▽
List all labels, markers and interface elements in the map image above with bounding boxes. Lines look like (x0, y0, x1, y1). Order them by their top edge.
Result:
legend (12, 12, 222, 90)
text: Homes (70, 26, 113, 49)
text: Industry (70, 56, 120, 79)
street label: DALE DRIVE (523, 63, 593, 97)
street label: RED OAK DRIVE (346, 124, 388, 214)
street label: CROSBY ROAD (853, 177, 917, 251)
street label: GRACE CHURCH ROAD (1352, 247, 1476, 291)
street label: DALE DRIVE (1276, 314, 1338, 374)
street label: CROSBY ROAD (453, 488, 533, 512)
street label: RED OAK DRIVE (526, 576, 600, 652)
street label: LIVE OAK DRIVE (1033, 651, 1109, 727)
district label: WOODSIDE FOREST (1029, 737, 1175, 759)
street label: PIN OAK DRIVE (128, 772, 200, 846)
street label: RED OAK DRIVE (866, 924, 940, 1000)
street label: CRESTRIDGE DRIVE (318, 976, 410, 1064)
△
» **Action item**: Using the listing above, transcribe every entry exactly.

» **Response**:
List all labels, markers and interface elements in the map image above with bounding boxes. Lines look like (x0, y0, x1, y1). Order them by their top edge.
Result:
legend (12, 12, 222, 90)
text: Homes (70, 26, 113, 49)
text: Industry (70, 56, 120, 79)
street label: DALE DRIVE (523, 63, 593, 97)
street label: RED OAK DRIVE (346, 124, 388, 214)
street label: CROSBY ROAD (853, 177, 917, 251)
street label: GRACE CHURCH ROAD (1352, 247, 1476, 291)
street label: DALE DRIVE (1276, 314, 1338, 374)
street label: CROSBY ROAD (453, 488, 533, 512)
street label: RED OAK DRIVE (526, 576, 600, 652)
street label: LIVE OAK DRIVE (1033, 651, 1109, 727)
district label: WOODSIDE FOREST (1029, 737, 1175, 759)
street label: PIN OAK DRIVE (128, 772, 200, 846)
street label: RED OAK DRIVE (866, 924, 940, 1000)
street label: CRESTRIDGE DRIVE (318, 976, 410, 1064)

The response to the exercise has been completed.